Vom Meer zum Eis: Der Zwergplanet Ceres könnte von einem schlammigen Ozean bedeckt gewesen sein, wie neue Modelle nahelegen. Demnach ist die Kruste dieses größten Objekts im Asteroidengürtel viel eisreicher als gedacht. Sie könnte zu gut 90 Prozent aus Wassereis bestehen – möglicherweise dem Relikt eines einstigen Ozeans. Dies würde bisher schwer erklärbare Diskrepanzen in den Daten erklären und macht Ceres zur erdnächsten Eiswelt im Sonnensystem, wie das Team in „Nature Astronomy“ berichtet.

Der gut 900 Kilometer große Zwergplanet Ceres ist der größte Himmelskörper im Asteroidengürtel – und ein echter Sonderling. Denn er ist nicht nur viel größer und planetenähnlicher als die anderen Asteroiden, auch seine Zusammensetzung überrascht: Ceres‘ Kruste enthält ungewöhnlich viel Wassereis und Salze. Sogar Eisvulkane könnte es auf dem Zwergplaneten geben – obwohl Objekte im Asteroidengürtel meist extrem trocken und wasserarm sind.

Raumsonde Dawn und Ceres
Die NASA-Raumsonde Dawn lieferte widersprüchliche Daten zur Kruste von Ceres. © NASA/JPL-Caltech/UCLA/MPS/DLR/IDA

Doch wie viel Wassereis enthält die Kruste von Ceres? Messdaten der Raumsonde Dawn legten nahe, dass seine Krustendichte nahe an der von Wassereis liegt. Demgegenüber sind die vielen Einschlagskrater auf Ceres‘ Oberfläche aber kaum verformt. Würde sie jedoch aus Eis bestehen, müsste sie sich bei den Temperaturen auf Ceres plastisch verformen und abflachen. Das aber ist nicht der Fall, wie die Dawn-Aufnahmen zeigten. Deshalb nahm man bisher an, dass die Kruste von Ceres nicht mehr als 30 oder 40 Prozent Wassereis enthalten kann. Aber wie ist dies mit den chemischen Daten vereinbar?

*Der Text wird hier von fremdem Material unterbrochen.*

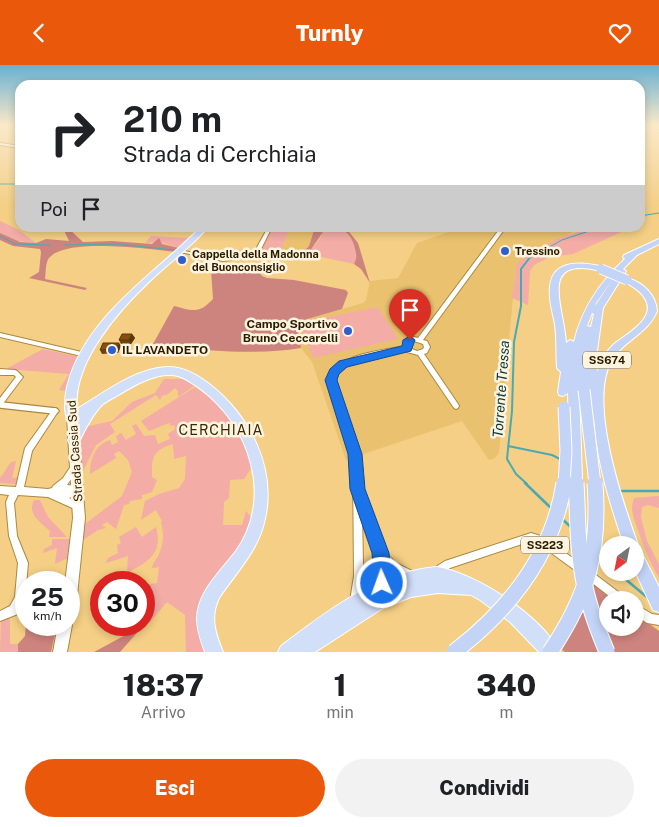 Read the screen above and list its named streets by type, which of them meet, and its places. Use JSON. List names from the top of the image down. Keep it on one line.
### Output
{"streets":{"highway":["SS674","SS223"],"main road":["Strada Cassia Sud"]},"crossings":[["SS674","SS223"]],"districts":["CERCHIAIA"],"water":["Torrente Tressa"],"places":["Tressino","Cappella della Madonna del Buonconsiglio","Campo Sportivo Bruno Ceccarelli","IL LAVANDETO"],"north":"bottom left","page":{"header":"Turnly","turn":["210 m","Strada di Cerchiaia"],"then":"Poi","speed":"25 km/h","limit":"30","eta":["18:37","Arrivo","1","min","340","m"],"buttons":["Esci","Condividi"]}} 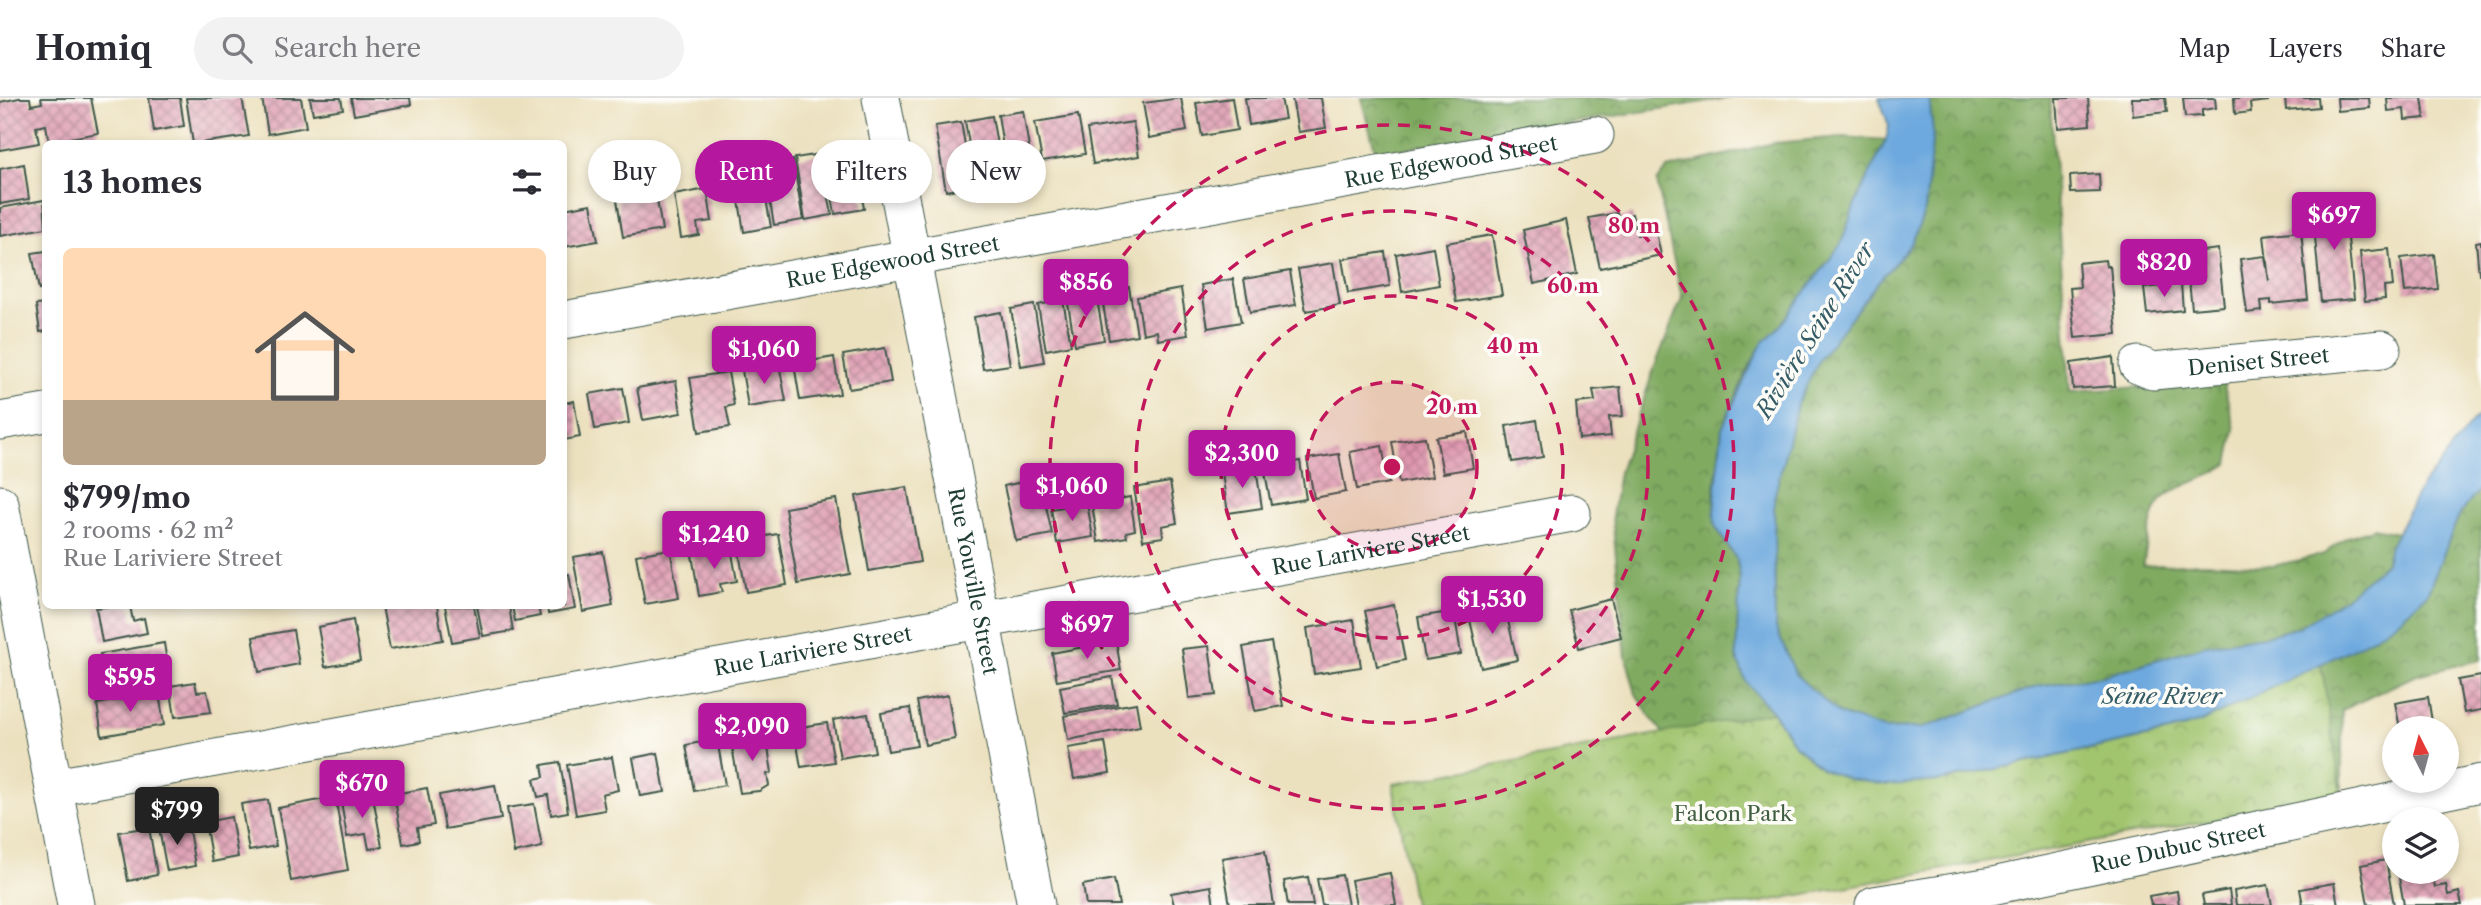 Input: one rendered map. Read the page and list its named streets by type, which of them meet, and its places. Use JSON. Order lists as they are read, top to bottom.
{
  "streets": {
    "street": [
      "Rue Edgewood Street",
      "Deniset Street",
      "Rue Lariviere Street",
      "Rue Youville Street",
      "Rue Dubuc Street"
    ]
  },
  "crossings": [
    ["Rue Edgewood Street", "Rue Youville Street"],
    ["Rue Lariviere Street", "Rue Youville Street"]
  ],
  "water": ["Rivière Seine River", "Seine River"],
  "parks": ["Falcon Park"],
  "north": "top",
  "page": {
    "header": "Homiq",
    "search": "Search here",
    "nav": ["Map", "Layers", "Share"],
    "chip": [
      "Buy",
      "Rent",
      "Filters",
      "New"
    ],
    "heading": "13 homes",
    "price": [
      "$697",
      "$820",
      "$856",
      "$1,060",
      "$2,300",
      "$1,060",
      "$1,240",
      "$1,530",
      "$697",
      "$595",
      "$2,090",
      "$670",
      "$799"
    ],
    "list": [
      {
        "name": "$799/mo",
        "note": "2 rooms · 62 m² · Rue Lariviere Street"
      }
    ]
  },
  "rings": [
    "80 m",
    "60 m",
    "40 m",
    "20 m"
  ]
} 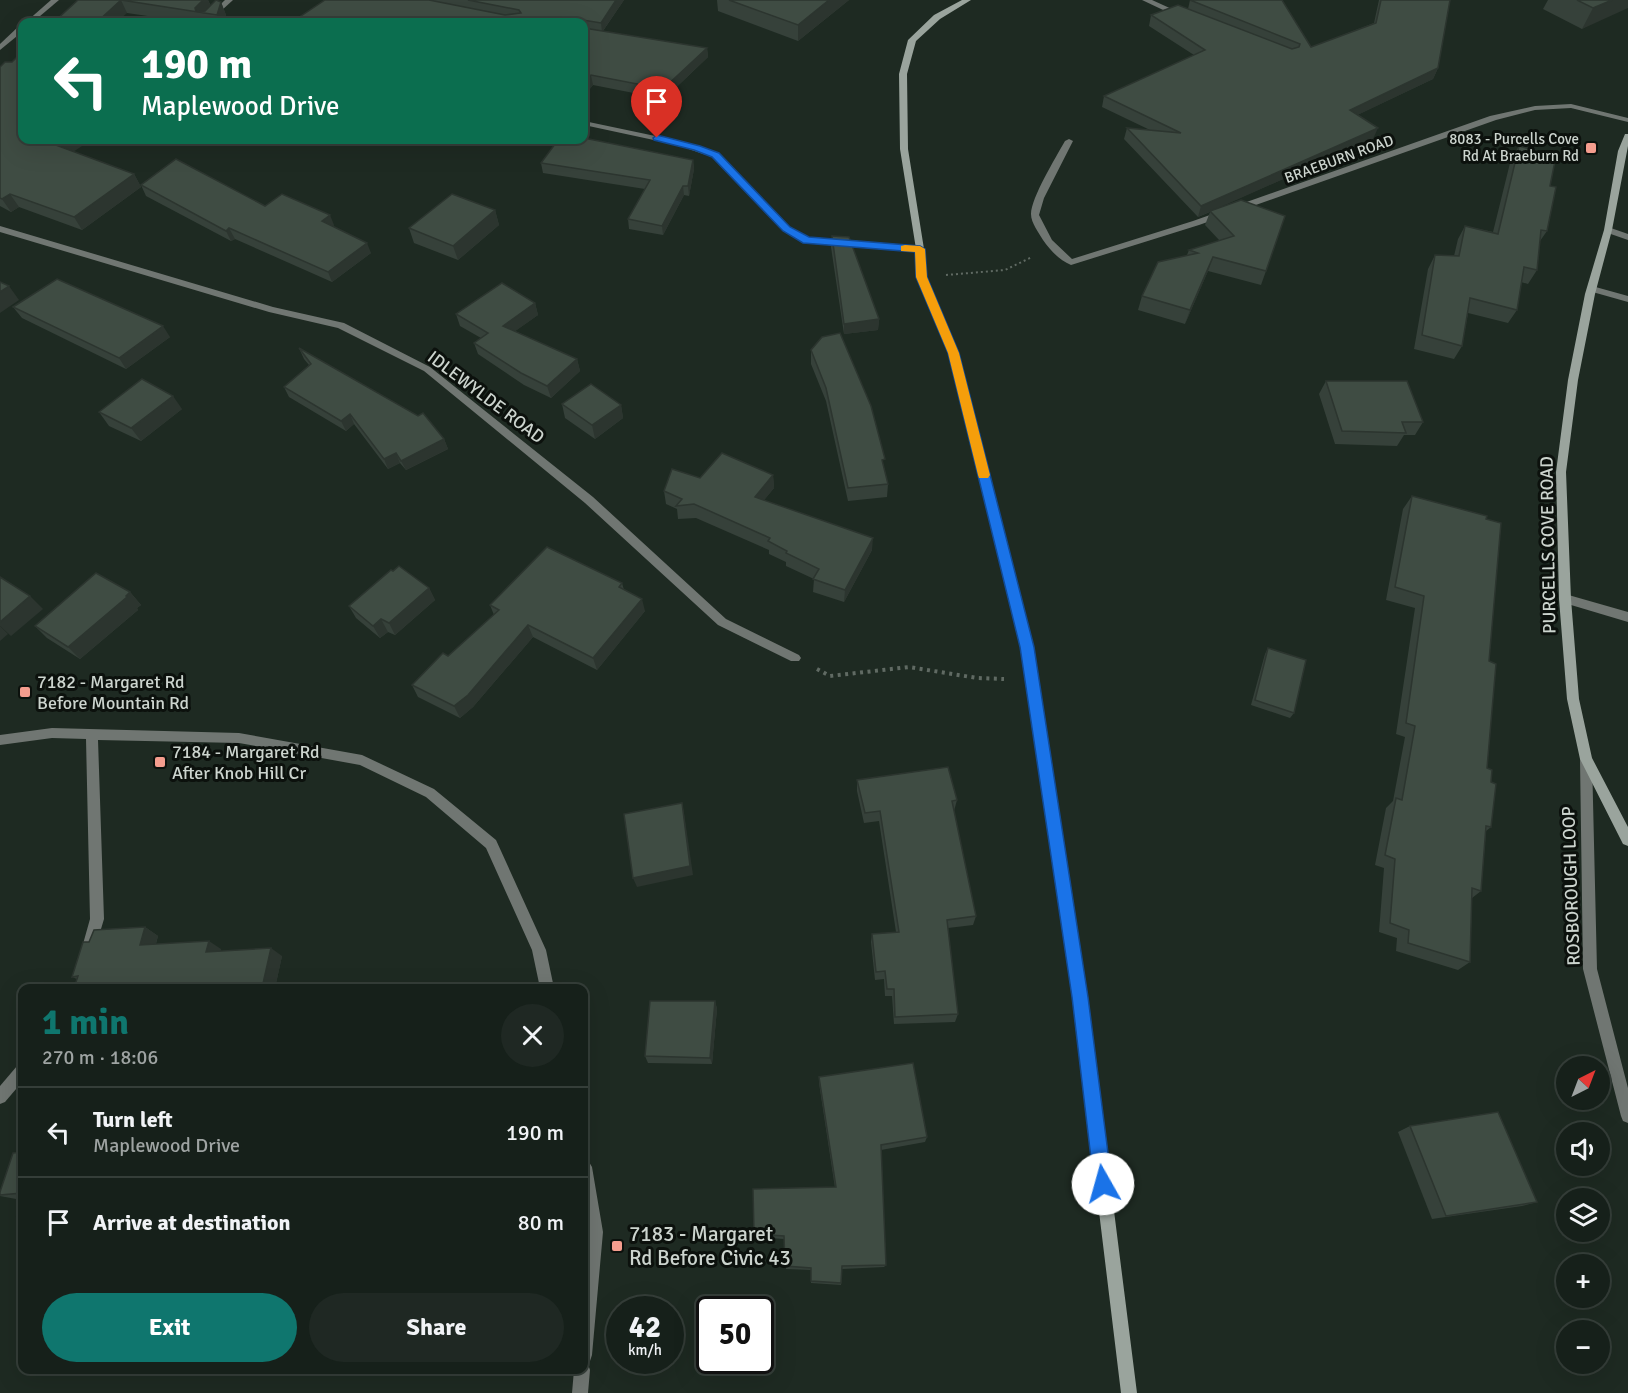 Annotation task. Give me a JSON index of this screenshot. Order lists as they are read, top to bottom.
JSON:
{
  "streets": {
    "main road": ["PURCELLS COVE ROAD"],
    "street": ["BRAEBURN ROAD", "IDLEWYLDE ROAD", "ROSBOROUGH LOOP"]
  },
  "crossings": [
    ["PURCELLS COVE ROAD", "ROSBOROUGH LOOP"]
  ],
  "places": {
    "transit": [
      "8083 - Purcells Cove Rd At Braeburn Rd",
      "7182 - Margaret Rd Before Mountain Rd",
      "7184 - Margaret Rd After Knob Hill Cr",
      "7183 - Margaret Rd Before Civic 43"
    ]
  },
  "north": "top right",
  "page": {
    "turn": ["190 m", "Maplewood Drive"],
    "heading": ["1 min", "270 m · 18:06"],
    "map_buttons": ["+", "−"],
    "list": [
      {
        "name": "Turn left",
        "note": "Maplewood Drive",
        "value": "190 m"
      },
      {
        "name": "Arrive at destination",
        "value": "80 m"
      }
    ],
    "buttons": ["Exit", "Share"],
    "speed": "42 km/h",
    "limit": "50"
  }
} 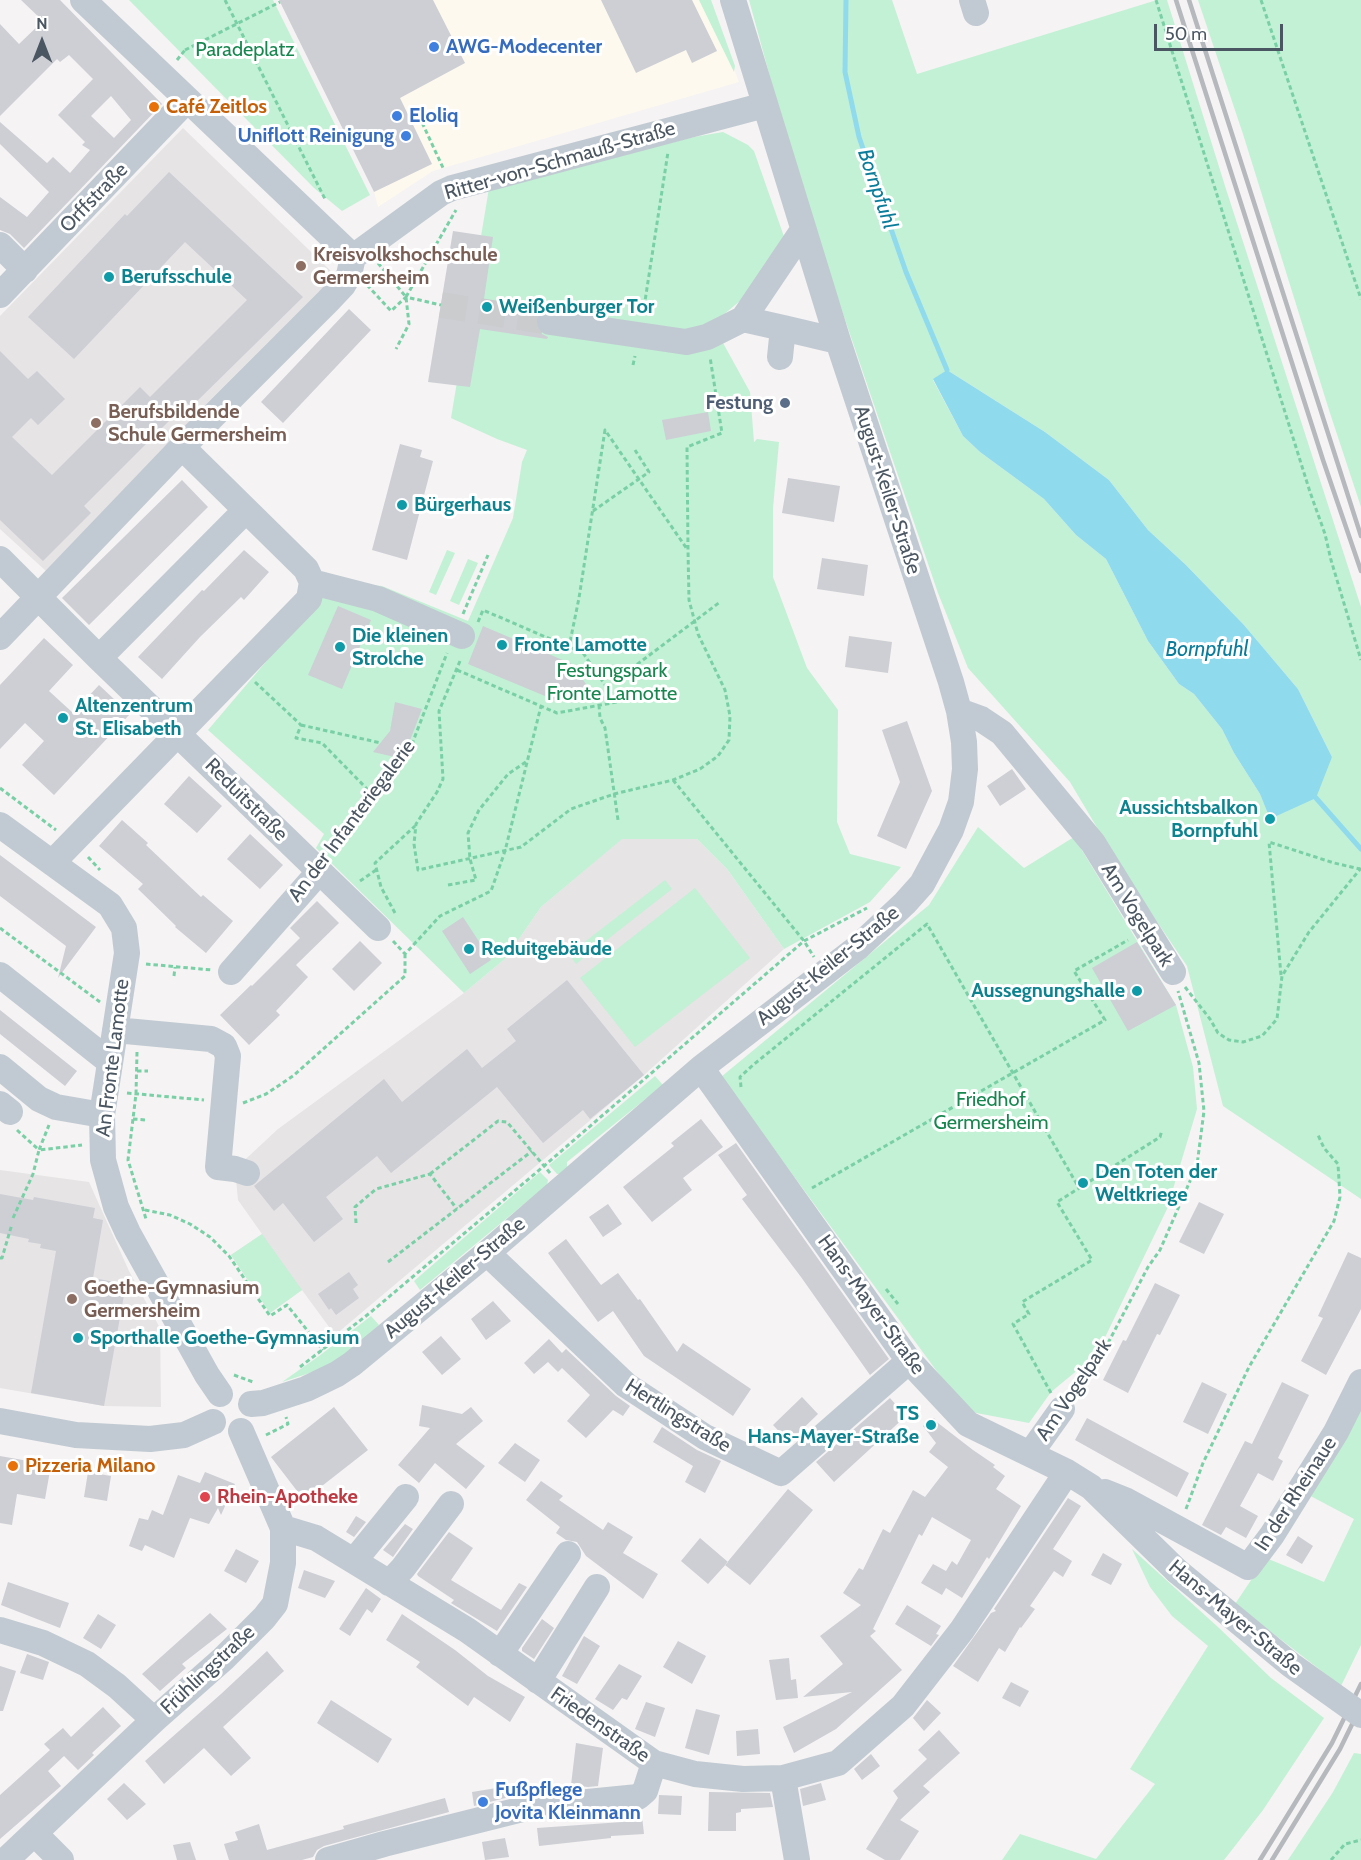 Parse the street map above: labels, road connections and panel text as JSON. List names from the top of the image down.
{
  "streets": {
    "street": [
      "Ritter-von-Schmauß-Straße",
      "Orffstraße",
      "August-Keiler-Straße",
      "Reduitstraße",
      "An der Infanteriegalerie",
      "Am Vogelpark",
      "An Fronte Lamotte",
      "Hans-Mayer-Straße",
      "Hertlingstraße",
      "In der Rheinaue",
      "Frühlingstraße",
      "Friedenstraße"
    ]
  },
  "crossings": [
    ["Ritter-von-Schmauß-Straße", "August-Keiler-Straße"],
    ["August-Keiler-Straße", "Am Vogelpark"],
    ["August-Keiler-Straße", "Hans-Mayer-Straße"],
    ["August-Keiler-Straße", "Hertlingstraße"],
    ["Reduitstraße", "An der Infanteriegalerie"],
    ["Am Vogelpark", "Hans-Mayer-Straße"],
    ["Hans-Mayer-Straße", "Hertlingstraße"],
    ["Hans-Mayer-Straße", "In der Rheinaue"],
    ["Hans-Mayer-Straße", "Friedenstraße"],
    ["Frühlingstraße", "Friedenstraße"]
  ],
  "water": ["Bornpfuhl"],
  "parks": ["Paradeplatz", "Festungspark Fronte Lamotte", "Friedhof Germersheim"],
  "places": [
    "AWG-Modecenter",
    "Café Zeitlos",
    "Eloliq",
    "Uniflott Reinigung",
    "Kreisvolkshochschule Germersheim",
    "Berufsschule",
    "Weißenburger Tor",
    "Festung",
    "Berufsbildende Schule Germersheim",
    "Bürgerhaus",
    "Fronte Lamotte",
    "Die kleinen Strolche",
    "Altenzentrum St. Elisabeth",
    "Aussichtsbalkon Bornpfuhl",
    "Reduitgebäude",
    "Aussegnungshalle",
    "Den Toten der Weltkriege",
    "Goethe-Gymnasium Germersheim",
    "Sporthalle Goethe-Gymnasium",
    "TS Hans-Mayer-Straße",
    "Pizzeria Milano",
    "Rhein-Apotheke",
    "Fußpflege Jovita Kleinmann"
  ],
  "scale_bar": "50 m",
  "north": "top"
}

Ceres‘ Kruste in drei Varianten

Um diese Diskrepanzen aufzuklären, haben Ian Pamerleau von der Purdue University in Indiana und seine Kollegen die Beschaffenheit der Ceres-Kruste und ihr Fließverhalten in drei physikalischen Modellen rekonstruiert. In der ersten Variante besteht die Ceres-Kruste aus 90 Prozent Wassereis mit Beimischungen von Staub und Salzen. In der zweiten liegt eine 20 Kilometer dicke Eisschicht auf einer eisarmen Unterlage – ein Fall, der geophysikalisch als eher unwahrscheinlich gilt, wie die Forscher erklären. Im dritten Fall nimmt der Eisgehalt der Kruste von 90 Prozent an der Oberfläche graduell bis auf null Prozent in 117 Kilometer Tiefe ab.

Ceres-Krustenmodelle
Diese drei Varianten des Krustenaufbaus von Ceres haben die Forscher getestet. © Pamerleau et al./ Nature Astronomy, CC-by-nc-nd 4.0

Das überraschende Ergebnis: Selbst bei einem Wassereis-Anteil von 90 Prozent verformt sich die Oberfläche weniger stark als zuvor angenommen. „Einfache Krater von rund zwölf Kilometer Durchmesser bleiben unter allen drei Szenarien nahezu unverändert, solange das Eis mindestens sechs Prozent Unreinheiten enthält“, berichten Pamerleau und sein Team. „Komplexe Krater von mehr als 40 Kilometer Größe erfahren in mittleren und hohen Breiten des Ceres selbst nach einer Milliarde Jahren nur wenig Deformation.“

Bis zu 90 Prozent Eis an der Oberfläche

„Diese Resultate weichen stark von früheren Arbeiten ab, nach denen selbst einfache Krater in einer eisreichen Kruste schnell verschwinden müssten“, erklären die Wissenschaftler. Stattdessen enthüllten ihre Modelle, dass „schmutziges Eis“ mit wenigen Prozent Staub und Gestein weit beständiger ist als gedacht. Als besonders stabil erwies sich dabei die Krustenvariante mit einem allmählich nach innen hin abnehmenden Eisgehalt. Selbst am Ceres-Äquator flachten sich große Krater in diesem Szenario um weniger als 20 Prozent ab.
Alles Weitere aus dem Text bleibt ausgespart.